Feb. 25, 2018 Updated Sun., Feb. 25, 2018 at 10:03 p.m.

Demonstrator Joey Gibson, right, is hit with pepper spray during a free speech rally Sunday, Aug. 27, 2017, in Berkeley, Calif. Gibson, a Vancouver man who rose to prominence in the past year after his conservative group’s political rallies sparked counterprotests and violence, announced Sunday he intends to run for U.S. Senate against Democratic incumbent Maria Cantwell. (Marcio Jose Sanchez / Associated Press)
Demonstrator Joey Gibson, right, is hit with pepper spray during a free speech rally Sunday, Aug. 27, 2017, in Berkeley, Calif. Gibson, a Vancouver man who rose to prominence in the past year after his conservative group’s political rallies sparked counterprotests and violence, announced Sunday he intends to run for U.S. Senate against Democratic incumbent Maria Cantwell. (Marcio Jose Sanchez / Associated Press)
By Andy Matarrese Columbian

Joey Gibson, a Vancouver man who rose to prominence in the past year after his conservative group’s political rallies sparked counterprotests and violence, announced Sunday he intends to run for U.S. Senate against Democratic incumbent Maria Cantwell.

Gibson, who will run as a Republican, announced his campaign Sunday at a gathering at the Red Cross Building at the Fort Vancouver National Historic Site.

At the event Sunday, Gibson described the decision as an outgrowth of his libertarian and conservative activism, saying he had been waiting for others to take up the mantle in the electoral realm – but eventually decided that was ultimately transferring responsibility.

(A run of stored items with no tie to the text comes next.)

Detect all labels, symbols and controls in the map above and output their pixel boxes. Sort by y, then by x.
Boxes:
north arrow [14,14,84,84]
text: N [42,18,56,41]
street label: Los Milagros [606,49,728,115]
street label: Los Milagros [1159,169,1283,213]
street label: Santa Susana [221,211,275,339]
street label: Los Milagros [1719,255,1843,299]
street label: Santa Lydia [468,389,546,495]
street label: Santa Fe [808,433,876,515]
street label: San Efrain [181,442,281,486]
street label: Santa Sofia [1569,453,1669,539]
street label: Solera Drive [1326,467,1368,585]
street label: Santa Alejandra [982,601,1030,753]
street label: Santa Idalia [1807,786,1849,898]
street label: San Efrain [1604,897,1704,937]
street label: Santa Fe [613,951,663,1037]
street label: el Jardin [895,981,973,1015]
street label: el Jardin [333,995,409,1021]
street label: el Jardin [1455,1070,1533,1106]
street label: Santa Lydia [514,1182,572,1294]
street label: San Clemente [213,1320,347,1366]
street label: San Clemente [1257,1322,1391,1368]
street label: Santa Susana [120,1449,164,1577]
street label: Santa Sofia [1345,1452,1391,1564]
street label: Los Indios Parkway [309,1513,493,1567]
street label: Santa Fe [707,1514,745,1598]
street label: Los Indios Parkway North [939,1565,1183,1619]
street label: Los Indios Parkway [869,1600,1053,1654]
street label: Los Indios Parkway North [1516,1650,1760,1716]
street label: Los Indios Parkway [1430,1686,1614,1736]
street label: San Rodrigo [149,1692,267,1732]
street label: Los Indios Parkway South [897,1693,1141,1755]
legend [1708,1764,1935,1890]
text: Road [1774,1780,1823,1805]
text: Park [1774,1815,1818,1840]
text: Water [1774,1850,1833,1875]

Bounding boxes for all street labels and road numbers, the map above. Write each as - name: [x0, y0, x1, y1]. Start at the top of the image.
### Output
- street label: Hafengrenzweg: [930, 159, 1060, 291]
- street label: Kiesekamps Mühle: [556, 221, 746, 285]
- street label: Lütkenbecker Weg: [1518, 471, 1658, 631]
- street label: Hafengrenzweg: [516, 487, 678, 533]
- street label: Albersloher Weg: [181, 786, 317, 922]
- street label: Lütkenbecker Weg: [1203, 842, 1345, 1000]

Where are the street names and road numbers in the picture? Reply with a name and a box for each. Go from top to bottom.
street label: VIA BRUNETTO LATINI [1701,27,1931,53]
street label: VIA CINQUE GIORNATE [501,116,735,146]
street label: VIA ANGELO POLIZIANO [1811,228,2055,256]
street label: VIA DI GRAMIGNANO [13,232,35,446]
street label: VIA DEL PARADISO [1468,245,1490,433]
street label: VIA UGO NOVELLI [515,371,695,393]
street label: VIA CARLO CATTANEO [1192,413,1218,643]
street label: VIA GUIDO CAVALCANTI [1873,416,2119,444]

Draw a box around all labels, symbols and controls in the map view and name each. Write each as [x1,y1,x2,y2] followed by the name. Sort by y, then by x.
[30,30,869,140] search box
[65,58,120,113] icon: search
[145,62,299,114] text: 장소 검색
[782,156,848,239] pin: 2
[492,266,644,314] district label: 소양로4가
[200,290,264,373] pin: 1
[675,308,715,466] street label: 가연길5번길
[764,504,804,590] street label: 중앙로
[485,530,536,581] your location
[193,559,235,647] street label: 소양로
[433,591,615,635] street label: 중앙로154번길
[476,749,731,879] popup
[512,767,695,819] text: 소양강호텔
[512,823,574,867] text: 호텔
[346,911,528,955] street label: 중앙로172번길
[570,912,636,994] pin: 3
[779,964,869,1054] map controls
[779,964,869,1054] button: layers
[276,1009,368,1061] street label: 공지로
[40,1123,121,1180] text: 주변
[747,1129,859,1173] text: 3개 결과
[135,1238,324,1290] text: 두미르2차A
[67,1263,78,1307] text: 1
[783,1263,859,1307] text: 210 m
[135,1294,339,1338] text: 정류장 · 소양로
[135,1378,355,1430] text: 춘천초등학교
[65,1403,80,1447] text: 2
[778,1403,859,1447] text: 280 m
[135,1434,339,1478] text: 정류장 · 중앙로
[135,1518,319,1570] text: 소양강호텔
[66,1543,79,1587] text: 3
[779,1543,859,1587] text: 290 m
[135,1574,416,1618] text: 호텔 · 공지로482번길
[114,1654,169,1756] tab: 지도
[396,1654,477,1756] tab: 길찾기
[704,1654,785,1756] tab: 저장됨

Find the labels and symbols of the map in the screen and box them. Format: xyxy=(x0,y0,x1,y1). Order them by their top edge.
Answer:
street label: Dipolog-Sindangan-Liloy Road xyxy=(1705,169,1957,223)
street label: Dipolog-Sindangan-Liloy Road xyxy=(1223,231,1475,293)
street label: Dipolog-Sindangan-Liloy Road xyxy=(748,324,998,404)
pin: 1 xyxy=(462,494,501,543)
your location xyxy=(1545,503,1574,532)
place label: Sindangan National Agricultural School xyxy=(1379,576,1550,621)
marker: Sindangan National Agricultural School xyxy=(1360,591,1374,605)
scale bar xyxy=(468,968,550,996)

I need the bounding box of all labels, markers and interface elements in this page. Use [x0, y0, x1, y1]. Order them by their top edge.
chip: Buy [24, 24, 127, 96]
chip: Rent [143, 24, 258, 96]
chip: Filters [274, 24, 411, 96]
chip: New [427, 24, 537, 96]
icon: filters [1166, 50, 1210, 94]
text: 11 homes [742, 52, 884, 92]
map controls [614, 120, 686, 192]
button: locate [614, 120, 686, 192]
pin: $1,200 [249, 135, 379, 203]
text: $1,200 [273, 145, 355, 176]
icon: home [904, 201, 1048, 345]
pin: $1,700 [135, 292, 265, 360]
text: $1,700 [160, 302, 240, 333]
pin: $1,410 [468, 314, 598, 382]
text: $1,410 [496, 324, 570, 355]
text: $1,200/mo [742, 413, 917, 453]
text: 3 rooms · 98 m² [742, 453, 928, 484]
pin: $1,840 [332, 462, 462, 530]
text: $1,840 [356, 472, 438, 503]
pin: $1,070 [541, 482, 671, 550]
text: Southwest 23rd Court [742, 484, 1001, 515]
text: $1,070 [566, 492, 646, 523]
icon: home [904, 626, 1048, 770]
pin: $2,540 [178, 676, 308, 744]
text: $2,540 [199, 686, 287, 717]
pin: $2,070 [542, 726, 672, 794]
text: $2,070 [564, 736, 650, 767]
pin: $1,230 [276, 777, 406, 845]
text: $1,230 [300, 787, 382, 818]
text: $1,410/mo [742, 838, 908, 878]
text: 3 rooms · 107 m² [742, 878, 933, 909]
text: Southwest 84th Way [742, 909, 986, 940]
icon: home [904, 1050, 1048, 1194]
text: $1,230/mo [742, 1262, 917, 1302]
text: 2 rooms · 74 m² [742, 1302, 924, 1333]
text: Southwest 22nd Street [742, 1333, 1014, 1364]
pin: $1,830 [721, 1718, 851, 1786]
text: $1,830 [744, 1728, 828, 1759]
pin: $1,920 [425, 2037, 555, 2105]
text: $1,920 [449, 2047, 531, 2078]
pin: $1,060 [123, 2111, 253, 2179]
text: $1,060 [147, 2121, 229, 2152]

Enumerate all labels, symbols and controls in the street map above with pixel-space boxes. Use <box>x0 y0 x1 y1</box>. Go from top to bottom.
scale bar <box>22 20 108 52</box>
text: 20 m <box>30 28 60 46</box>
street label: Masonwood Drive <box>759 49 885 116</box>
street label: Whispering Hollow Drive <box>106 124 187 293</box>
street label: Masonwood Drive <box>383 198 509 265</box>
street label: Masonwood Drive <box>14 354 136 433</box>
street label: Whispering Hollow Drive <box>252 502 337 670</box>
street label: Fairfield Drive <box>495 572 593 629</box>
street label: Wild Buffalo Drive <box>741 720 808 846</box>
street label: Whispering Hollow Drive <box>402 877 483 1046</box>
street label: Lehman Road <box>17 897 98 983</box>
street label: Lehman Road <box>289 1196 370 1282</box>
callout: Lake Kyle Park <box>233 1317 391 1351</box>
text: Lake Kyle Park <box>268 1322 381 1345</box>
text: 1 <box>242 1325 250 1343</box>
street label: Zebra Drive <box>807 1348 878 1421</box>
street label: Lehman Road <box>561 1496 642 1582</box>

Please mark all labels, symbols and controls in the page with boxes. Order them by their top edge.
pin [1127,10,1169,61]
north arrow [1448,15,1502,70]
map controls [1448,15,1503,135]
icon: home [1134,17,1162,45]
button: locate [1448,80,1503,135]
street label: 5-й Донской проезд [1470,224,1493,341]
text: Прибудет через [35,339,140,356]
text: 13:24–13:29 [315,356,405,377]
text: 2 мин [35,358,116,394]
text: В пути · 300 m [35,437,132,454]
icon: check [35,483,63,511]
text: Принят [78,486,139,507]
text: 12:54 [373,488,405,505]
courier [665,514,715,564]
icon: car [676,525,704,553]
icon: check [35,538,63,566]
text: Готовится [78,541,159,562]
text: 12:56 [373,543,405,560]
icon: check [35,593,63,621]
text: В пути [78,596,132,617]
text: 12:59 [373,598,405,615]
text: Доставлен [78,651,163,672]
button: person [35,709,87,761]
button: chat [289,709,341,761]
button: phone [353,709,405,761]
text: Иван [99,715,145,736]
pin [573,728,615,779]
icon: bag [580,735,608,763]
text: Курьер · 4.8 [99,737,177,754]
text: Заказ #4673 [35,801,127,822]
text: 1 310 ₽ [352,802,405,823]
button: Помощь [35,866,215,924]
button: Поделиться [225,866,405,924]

“I was waiting for someone else to make this change,” he said.

Gibson’s profile grew in the months following the 2016 presidential election, as his Patriot Prayer group began organizing multiple rallies and what they billed as “free speech” events in Vancouver, Portland and, pointedly, other West Coast cities typically seen as bastions of political liberalism.

Gibson characterized the demonstrations as efforts to rally conservatives in traditionally Democrat-supporting regions and to put on display hypocrisy among liberals hostile to his group.

The rallies were frequently rowdy and sometimes violent, drawing counterprotesters and members of antifacist groups, or antifa.

Despite disavowing their ideologies and claiming such people aren’t welcome at his rallies, Gibson continues to draw fire for the white nationalists, white supremacists, fellow travelers and other members of the extreme right wing seen at the events.

That group includes Jeremy Christian, who is accused of fatally stabbing two men on a Portland MAX train who attempted to intervene as he launched racist invective at two young women in May.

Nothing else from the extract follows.